Stored data entries:

——

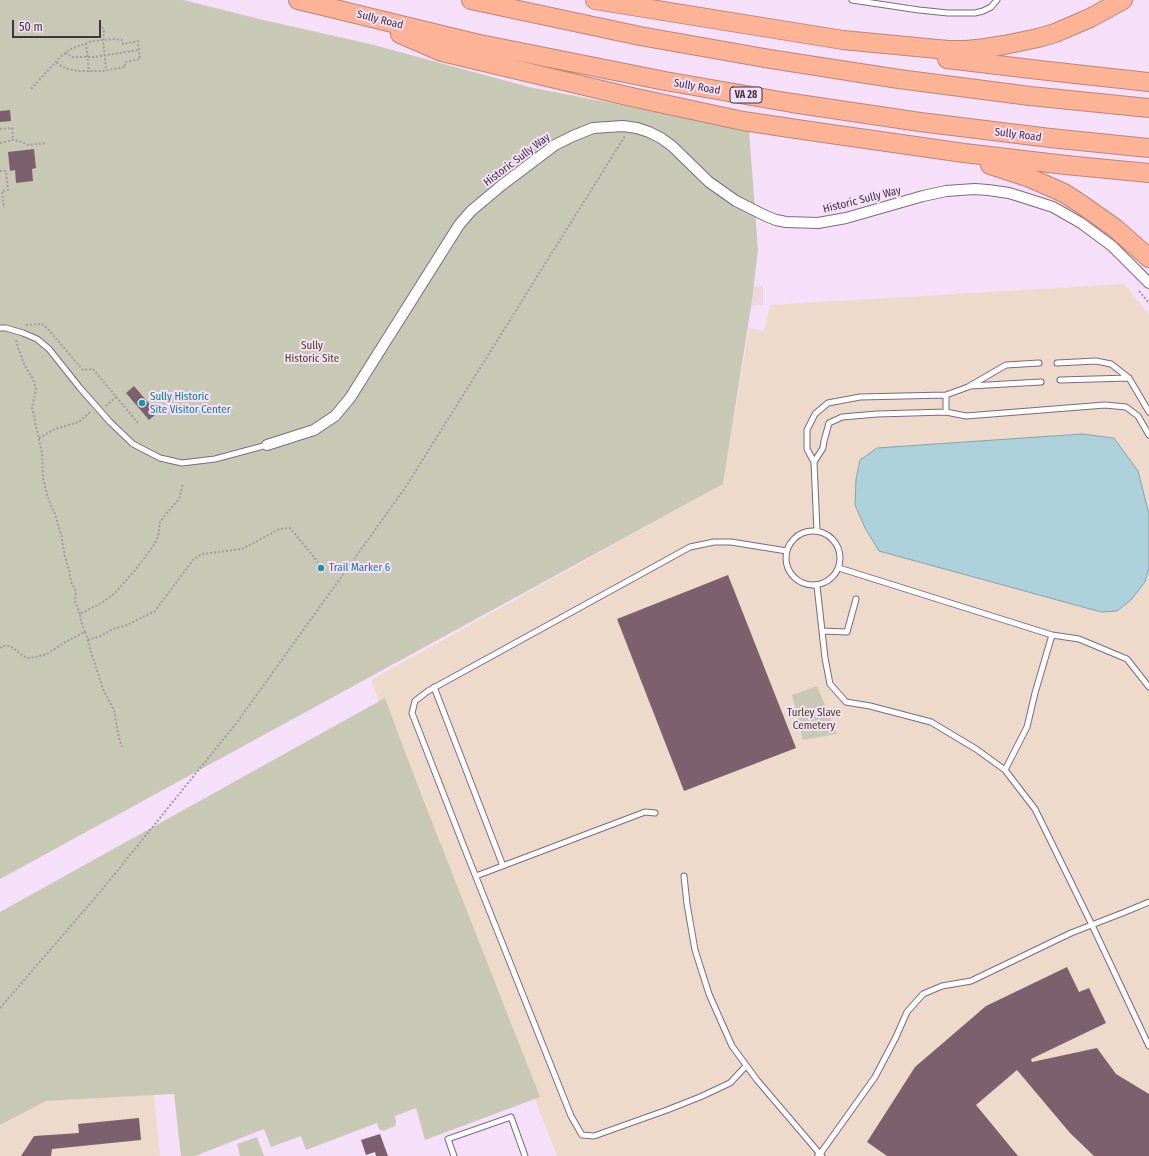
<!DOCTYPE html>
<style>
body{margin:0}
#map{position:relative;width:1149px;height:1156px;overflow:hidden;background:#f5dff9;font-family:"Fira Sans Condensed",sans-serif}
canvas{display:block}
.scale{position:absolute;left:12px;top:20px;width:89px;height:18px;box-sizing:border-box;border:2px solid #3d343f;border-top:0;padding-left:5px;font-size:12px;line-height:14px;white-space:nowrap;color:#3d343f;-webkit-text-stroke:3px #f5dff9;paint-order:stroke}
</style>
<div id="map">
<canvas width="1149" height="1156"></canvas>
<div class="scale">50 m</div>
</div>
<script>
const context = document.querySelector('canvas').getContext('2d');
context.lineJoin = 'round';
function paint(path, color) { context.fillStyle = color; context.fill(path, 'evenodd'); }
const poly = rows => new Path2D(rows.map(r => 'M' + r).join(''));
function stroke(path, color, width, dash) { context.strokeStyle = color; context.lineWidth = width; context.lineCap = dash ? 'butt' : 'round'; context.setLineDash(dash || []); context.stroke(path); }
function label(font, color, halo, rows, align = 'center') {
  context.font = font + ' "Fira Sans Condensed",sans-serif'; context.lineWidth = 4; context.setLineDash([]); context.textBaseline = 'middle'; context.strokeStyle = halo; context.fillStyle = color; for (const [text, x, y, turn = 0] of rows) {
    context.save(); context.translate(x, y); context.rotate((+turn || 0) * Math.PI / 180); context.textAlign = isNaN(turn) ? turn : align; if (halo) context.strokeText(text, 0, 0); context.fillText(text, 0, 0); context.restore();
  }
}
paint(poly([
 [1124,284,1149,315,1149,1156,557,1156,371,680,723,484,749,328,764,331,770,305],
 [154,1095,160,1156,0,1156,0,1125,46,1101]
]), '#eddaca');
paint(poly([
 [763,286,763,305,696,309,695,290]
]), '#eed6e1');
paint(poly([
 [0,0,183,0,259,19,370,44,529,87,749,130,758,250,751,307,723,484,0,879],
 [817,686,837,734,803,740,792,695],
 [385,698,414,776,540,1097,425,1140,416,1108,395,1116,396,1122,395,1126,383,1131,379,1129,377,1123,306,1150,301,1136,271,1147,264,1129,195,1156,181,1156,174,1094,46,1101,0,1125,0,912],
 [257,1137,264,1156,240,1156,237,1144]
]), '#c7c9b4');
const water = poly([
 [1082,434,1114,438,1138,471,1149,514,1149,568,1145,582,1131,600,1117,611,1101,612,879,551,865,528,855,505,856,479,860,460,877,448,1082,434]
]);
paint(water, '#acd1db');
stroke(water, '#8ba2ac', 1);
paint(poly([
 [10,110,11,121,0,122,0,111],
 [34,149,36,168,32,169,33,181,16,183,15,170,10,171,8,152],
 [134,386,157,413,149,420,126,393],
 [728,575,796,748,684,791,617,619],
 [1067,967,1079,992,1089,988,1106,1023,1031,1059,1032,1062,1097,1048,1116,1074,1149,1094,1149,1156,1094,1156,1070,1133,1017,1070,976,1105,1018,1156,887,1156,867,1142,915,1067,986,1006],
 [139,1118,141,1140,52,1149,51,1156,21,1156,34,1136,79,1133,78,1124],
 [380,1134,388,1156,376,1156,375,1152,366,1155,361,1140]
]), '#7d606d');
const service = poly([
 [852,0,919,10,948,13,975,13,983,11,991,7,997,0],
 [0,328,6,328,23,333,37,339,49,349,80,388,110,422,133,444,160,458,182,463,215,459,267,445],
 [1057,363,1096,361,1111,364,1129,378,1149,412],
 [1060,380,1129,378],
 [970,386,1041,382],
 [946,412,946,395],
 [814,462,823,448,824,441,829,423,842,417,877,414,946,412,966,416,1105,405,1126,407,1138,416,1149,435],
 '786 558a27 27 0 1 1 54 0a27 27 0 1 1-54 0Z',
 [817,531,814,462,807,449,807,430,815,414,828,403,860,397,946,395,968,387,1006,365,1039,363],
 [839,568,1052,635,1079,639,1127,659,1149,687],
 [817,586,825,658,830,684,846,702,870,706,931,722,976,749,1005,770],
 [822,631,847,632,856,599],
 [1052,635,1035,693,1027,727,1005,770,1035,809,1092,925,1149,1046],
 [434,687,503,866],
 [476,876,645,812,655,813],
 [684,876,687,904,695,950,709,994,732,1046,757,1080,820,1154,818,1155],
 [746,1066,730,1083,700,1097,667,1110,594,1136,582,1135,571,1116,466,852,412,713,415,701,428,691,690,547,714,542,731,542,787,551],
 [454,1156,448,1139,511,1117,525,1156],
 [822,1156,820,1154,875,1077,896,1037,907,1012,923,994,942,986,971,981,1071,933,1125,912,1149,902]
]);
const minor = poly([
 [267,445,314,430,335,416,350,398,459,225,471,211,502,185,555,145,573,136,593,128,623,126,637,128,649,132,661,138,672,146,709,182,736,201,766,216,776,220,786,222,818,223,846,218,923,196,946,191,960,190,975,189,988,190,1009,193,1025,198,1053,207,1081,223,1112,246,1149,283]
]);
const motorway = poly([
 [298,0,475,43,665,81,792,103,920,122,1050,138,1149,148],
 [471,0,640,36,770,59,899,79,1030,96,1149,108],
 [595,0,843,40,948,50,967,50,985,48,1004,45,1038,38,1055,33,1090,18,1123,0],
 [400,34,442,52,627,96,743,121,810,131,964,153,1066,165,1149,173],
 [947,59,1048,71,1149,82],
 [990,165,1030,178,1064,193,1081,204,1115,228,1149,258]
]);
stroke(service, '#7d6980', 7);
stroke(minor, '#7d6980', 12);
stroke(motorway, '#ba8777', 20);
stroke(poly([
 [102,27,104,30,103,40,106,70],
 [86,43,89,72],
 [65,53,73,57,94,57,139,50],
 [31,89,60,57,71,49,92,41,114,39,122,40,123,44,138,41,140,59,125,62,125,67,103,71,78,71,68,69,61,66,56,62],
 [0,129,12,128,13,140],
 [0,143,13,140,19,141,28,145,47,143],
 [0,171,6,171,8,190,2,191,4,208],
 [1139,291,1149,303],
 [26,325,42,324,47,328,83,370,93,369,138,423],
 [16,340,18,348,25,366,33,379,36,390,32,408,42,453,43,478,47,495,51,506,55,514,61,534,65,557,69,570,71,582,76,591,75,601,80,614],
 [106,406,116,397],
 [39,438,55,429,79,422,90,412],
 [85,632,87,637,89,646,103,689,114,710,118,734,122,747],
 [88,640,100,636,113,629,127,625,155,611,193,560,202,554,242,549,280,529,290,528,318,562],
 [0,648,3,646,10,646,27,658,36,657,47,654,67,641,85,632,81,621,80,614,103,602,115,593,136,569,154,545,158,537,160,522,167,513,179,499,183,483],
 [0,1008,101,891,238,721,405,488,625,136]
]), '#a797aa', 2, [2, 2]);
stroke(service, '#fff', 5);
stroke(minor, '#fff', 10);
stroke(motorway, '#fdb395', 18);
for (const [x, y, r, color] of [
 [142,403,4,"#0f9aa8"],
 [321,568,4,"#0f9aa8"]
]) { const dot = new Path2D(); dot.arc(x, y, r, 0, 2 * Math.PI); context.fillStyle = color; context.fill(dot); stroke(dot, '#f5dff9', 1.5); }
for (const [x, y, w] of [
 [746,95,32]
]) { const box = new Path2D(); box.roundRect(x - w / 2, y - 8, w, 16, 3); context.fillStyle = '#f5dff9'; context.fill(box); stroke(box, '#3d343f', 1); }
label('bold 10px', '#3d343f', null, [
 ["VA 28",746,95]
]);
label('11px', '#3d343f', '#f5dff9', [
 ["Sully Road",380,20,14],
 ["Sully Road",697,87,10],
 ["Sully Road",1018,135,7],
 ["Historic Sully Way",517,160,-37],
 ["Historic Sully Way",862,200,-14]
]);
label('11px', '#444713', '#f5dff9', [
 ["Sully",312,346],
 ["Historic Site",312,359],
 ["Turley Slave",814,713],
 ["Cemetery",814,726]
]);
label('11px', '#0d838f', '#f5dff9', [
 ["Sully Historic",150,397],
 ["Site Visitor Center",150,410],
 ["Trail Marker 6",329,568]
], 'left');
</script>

——

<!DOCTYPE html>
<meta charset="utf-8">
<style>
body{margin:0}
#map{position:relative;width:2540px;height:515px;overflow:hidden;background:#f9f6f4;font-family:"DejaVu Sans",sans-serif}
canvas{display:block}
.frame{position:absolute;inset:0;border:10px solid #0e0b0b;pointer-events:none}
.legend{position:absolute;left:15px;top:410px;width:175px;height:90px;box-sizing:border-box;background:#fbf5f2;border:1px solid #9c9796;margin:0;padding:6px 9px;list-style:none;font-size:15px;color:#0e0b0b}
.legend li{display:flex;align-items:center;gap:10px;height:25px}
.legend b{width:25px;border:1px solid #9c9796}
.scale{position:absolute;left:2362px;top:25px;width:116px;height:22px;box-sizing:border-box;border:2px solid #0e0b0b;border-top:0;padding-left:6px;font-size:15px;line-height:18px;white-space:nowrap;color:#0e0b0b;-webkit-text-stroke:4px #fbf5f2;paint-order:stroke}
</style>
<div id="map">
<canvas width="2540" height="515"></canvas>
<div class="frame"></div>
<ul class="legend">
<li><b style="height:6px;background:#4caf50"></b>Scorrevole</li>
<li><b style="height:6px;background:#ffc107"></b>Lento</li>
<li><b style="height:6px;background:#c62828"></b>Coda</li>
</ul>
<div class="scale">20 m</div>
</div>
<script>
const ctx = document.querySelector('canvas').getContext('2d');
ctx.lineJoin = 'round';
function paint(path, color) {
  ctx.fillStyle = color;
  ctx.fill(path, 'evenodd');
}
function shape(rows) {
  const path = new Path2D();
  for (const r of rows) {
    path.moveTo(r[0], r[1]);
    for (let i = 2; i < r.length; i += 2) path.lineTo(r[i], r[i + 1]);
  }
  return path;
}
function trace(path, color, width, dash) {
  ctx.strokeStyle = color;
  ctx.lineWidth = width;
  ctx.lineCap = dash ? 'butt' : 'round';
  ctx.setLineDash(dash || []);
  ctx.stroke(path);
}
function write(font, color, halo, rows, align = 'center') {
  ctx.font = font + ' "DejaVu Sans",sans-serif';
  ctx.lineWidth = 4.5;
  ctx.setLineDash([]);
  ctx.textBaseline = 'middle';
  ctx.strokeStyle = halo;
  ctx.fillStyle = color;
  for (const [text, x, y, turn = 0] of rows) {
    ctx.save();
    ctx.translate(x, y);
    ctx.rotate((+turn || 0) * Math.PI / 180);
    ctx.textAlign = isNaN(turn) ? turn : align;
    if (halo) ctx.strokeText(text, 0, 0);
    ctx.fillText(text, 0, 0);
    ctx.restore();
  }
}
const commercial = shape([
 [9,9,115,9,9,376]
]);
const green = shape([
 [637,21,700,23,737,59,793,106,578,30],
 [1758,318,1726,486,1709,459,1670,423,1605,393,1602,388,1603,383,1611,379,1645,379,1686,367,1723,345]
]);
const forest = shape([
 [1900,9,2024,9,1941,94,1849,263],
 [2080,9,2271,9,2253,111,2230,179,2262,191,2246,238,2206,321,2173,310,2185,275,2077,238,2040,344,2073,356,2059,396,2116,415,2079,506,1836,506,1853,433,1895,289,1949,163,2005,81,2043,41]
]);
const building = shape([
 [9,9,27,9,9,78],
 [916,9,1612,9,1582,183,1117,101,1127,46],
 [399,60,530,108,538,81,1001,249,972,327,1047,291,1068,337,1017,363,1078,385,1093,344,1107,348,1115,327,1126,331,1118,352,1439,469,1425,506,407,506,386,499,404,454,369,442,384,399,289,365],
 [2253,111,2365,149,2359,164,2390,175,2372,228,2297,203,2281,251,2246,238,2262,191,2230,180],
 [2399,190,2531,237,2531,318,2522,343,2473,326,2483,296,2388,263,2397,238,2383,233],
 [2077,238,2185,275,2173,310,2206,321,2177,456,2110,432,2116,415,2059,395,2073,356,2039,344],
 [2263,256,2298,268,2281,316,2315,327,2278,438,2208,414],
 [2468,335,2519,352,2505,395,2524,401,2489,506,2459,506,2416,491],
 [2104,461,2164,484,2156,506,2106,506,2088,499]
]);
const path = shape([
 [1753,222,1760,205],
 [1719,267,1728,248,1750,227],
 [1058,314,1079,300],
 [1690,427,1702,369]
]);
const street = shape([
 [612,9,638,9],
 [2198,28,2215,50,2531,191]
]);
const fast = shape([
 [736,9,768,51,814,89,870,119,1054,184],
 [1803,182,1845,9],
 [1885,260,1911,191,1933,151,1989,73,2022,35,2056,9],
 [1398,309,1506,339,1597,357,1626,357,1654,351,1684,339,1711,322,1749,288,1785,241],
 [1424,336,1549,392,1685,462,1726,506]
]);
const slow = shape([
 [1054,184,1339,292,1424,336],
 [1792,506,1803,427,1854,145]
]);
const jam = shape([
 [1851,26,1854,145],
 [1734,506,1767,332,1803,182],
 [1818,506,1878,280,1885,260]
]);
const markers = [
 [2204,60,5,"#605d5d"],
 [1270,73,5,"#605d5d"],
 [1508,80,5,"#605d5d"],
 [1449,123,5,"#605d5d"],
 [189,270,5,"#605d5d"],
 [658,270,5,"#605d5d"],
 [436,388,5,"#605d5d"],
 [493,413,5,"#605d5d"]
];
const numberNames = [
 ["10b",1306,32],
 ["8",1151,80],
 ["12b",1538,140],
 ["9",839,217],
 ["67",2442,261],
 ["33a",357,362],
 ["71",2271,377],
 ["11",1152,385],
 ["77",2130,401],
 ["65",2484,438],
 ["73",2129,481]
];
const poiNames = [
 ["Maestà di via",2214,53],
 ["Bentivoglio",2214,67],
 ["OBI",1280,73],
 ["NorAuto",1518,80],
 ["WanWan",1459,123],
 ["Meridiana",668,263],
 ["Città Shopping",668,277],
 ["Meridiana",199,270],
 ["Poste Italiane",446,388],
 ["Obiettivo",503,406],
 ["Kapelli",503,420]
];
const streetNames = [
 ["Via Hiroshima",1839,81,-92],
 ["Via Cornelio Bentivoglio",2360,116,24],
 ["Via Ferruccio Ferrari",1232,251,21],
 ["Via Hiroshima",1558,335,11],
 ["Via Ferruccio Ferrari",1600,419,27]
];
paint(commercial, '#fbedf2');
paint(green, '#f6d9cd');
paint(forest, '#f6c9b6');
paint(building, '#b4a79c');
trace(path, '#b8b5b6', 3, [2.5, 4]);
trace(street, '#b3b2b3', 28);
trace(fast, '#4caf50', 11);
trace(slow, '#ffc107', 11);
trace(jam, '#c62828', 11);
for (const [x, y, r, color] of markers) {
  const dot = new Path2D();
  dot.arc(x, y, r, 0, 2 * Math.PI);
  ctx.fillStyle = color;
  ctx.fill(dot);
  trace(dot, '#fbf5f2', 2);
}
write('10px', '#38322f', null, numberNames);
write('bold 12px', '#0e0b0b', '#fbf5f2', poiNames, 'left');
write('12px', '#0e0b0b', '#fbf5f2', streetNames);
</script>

——

Problem => After locating the line with "ctx.rotate((+turn || 0) * Math.PI / 180);" above, return that line and every later line through the one with "[1424,336,1549,392,1685,462,1726,506]", word for word and with nothing else.

Solution to this task =>
    ctx.rotate((+turn || 0) * Math.PI / 180);
    ctx.textAlign = isNaN(turn) ? turn : align;
    if (halo) ctx.strokeText(text, 0, 0);
    ctx.fillText(text, 0, 0);
    ctx.restore();
  }
}
const commercial = shape([
 [9,9,115,9,9,376]
]);
const green = shape([
 [637,21,700,23,737,59,793,106,578,30],
 [1758,318,1726,486,1709,459,1670,423,1605,393,1602,388,1603,383,1611,379,1645,379,1686,367,1723,345]
]);
const forest = shape([
 [1900,9,2024,9,1941,94,1849,263],
 [2080,9,2271,9,2253,111,2230,179,2262,191,2246,238,2206,321,2173,310,2185,275,2077,238,2040,344,2073,356,2059,396,2116,415,2079,506,1836,506,1853,433,1895,289,1949,163,2005,81,2043,41]
]);
const building = shape([
 [9,9,27,9,9,78],
 [916,9,1612,9,1582,183,1117,101,1127,46],
 [399,60,530,108,538,81,1001,249,972,327,1047,291,1068,337,1017,363,1078,385,1093,344,1107,348,1115,327,1126,331,1118,352,1439,469,1425,506,407,506,386,499,404,454,369,442,384,399,289,365],
 [2253,111,2365,149,2359,164,2390,175,2372,228,2297,203,2281,251,2246,238,2262,191,2230,180],
 [2399,190,2531,237,2531,318,2522,343,2473,326,2483,296,2388,263,2397,238,2383,233],
 [2077,238,2185,275,2173,310,2206,321,2177,456,2110,432,2116,415,2059,395,2073,356,2039,344],
 [2263,256,2298,268,2281,316,2315,327,2278,438,2208,414],
 [2468,335,2519,352,2505,395,2524,401,2489,506,2459,506,2416,491],
 [2104,461,2164,484,2156,506,2106,506,2088,499]
]);
const path = shape([
 [1753,222,1760,205],
 [1719,267,1728,248,1750,227],
 [1058,314,1079,300],
 [1690,427,1702,369]
]);
const street = shape([
 [612,9,638,9],
 [2198,28,2215,50,2531,191]
]);
const fast = shape([
 [736,9,768,51,814,89,870,119,1054,184],
 [1803,182,1845,9],
 [1885,260,1911,191,1933,151,1989,73,2022,35,2056,9],
 [1398,309,1506,339,1597,357,1626,357,1654,351,1684,339,1711,322,1749,288,1785,241],
 [1424,336,1549,392,1685,462,1726,506]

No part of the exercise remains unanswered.